**EXERCISE BRIEF:** First find the line with "No line breaks." in the entries below, then set down exactly every line through the line with "Quick job: Transcribe", that line included.
##### RECORDS TO USE #####
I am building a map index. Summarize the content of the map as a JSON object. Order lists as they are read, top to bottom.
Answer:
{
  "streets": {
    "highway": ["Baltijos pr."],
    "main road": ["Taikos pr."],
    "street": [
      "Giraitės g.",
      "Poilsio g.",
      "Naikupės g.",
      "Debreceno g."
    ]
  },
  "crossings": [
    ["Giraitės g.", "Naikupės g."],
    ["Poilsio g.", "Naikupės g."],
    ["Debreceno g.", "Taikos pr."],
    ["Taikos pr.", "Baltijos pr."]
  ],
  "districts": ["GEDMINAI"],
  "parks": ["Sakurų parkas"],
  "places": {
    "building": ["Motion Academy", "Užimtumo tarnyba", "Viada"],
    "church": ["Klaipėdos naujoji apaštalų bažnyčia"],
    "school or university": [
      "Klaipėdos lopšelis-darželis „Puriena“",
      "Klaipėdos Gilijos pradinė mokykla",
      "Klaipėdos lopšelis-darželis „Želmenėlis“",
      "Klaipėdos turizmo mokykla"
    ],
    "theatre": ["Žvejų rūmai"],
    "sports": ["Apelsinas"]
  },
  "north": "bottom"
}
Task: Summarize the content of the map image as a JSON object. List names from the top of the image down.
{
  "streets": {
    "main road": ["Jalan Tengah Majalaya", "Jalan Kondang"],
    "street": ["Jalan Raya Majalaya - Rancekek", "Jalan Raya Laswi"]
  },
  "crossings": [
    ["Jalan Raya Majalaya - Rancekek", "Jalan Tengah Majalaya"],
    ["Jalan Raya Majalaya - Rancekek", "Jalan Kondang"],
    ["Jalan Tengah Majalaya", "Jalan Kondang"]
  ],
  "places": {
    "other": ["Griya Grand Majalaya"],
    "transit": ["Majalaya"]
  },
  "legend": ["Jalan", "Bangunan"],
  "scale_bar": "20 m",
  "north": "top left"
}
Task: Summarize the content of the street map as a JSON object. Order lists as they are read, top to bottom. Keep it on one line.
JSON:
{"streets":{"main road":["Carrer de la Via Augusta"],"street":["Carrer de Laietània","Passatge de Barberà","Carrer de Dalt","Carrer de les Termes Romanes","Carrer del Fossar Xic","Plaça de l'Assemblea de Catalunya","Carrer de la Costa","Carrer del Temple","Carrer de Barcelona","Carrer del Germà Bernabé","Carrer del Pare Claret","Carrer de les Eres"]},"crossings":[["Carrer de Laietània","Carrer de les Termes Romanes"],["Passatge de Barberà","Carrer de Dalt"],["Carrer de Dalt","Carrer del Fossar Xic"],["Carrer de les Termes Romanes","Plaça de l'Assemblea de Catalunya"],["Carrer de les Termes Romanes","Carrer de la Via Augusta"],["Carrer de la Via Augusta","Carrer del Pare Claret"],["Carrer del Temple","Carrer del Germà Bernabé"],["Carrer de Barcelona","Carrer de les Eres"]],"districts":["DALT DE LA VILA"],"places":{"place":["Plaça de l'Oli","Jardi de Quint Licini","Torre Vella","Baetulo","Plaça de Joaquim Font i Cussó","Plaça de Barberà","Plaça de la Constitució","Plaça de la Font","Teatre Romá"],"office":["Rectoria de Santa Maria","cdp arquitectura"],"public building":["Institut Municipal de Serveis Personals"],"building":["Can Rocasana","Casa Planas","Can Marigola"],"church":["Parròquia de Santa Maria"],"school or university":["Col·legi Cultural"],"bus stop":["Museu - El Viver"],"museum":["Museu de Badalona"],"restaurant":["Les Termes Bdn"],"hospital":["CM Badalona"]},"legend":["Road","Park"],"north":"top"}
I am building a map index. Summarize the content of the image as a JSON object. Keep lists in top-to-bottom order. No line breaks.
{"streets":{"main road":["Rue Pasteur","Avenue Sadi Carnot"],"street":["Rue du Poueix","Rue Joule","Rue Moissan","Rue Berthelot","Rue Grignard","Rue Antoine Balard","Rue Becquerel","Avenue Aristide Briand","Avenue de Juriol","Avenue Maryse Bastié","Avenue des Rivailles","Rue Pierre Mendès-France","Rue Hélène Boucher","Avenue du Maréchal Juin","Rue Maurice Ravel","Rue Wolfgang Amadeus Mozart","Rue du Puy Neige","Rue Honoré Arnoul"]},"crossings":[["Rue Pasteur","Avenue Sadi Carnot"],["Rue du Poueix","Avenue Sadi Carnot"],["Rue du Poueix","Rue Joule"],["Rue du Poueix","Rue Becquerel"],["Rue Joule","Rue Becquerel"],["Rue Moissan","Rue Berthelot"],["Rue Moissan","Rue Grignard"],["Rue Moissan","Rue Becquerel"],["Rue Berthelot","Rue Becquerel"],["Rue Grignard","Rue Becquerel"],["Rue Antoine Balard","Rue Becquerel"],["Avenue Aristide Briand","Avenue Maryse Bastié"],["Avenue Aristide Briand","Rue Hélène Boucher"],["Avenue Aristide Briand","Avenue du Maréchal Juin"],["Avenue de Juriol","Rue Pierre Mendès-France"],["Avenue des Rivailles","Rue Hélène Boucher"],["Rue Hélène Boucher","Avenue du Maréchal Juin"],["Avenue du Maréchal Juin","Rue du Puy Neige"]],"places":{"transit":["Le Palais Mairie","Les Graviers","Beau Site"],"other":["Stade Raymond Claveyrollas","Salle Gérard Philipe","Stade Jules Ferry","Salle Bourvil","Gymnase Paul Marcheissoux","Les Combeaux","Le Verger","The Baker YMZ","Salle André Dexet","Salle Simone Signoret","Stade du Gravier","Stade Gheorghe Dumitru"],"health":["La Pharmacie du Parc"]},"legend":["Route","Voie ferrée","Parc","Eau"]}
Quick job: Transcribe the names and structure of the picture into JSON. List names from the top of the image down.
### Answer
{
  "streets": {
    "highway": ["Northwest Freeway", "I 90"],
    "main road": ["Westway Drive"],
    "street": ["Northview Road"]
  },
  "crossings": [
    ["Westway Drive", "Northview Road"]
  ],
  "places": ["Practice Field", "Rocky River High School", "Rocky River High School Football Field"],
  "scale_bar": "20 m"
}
#####
**ANSWER SECTION:**
I am building a map index. Summarize the content of the image as a JSON object. Keep lists in top-to-bottom order. No line breaks.
{"streets":{"main road":["Rue Pasteur","Avenue Sadi Carnot"],"street":["Rue du Poueix","Rue Joule","Rue Moissan","Rue Berthelot","Rue Grignard","Rue Antoine Balard","Rue Becquerel","Avenue Aristide Briand","Avenue de Juriol","Avenue Maryse Bastié","Avenue des Rivailles","Rue Pierre Mendès-France","Rue Hélène Boucher","Avenue du Maréchal Juin","Rue Maurice Ravel","Rue Wolfgang Amadeus Mozart","Rue du Puy Neige","Rue Honoré Arnoul"]},"crossings":[["Rue Pasteur","Avenue Sadi Carnot"],["Rue du Poueix","Avenue Sadi Carnot"],["Rue du Poueix","Rue Joule"],["Rue du Poueix","Rue Becquerel"],["Rue Joule","Rue Becquerel"],["Rue Moissan","Rue Berthelot"],["Rue Moissan","Rue Grignard"],["Rue Moissan","Rue Becquerel"],["Rue Berthelot","Rue Becquerel"],["Rue Grignard","Rue Becquerel"],["Rue Antoine Balard","Rue Becquerel"],["Avenue Aristide Briand","Avenue Maryse Bastié"],["Avenue Aristide Briand","Rue Hélène Boucher"],["Avenue Aristide Briand","Avenue du Maréchal Juin"],["Avenue de Juriol","Rue Pierre Mendès-France"],["Avenue des Rivailles","Rue Hélène Boucher"],["Rue Hélène Boucher","Avenue du Maréchal Juin"],["Avenue du Maréchal Juin","Rue du Puy Neige"]],"places":{"transit":["Le Palais Mairie","Les Graviers","Beau Site"],"other":["Stade Raymond Claveyrollas","Salle Gérard Philipe","Stade Jules Ferry","Salle Bourvil","Gymnase Paul Marcheissoux","Les Combeaux","Le Verger","The Baker YMZ","Salle André Dexet","Salle Simone Signoret","Stade du Gravier","Stade Gheorghe Dumitru"],"health":["La Pharmacie du Parc"]},"legend":["Route","Voie ferrée","Parc","Eau"]}
Quick job: Transcribe the names and structure of the picture into JSON. List names from the top of the image down.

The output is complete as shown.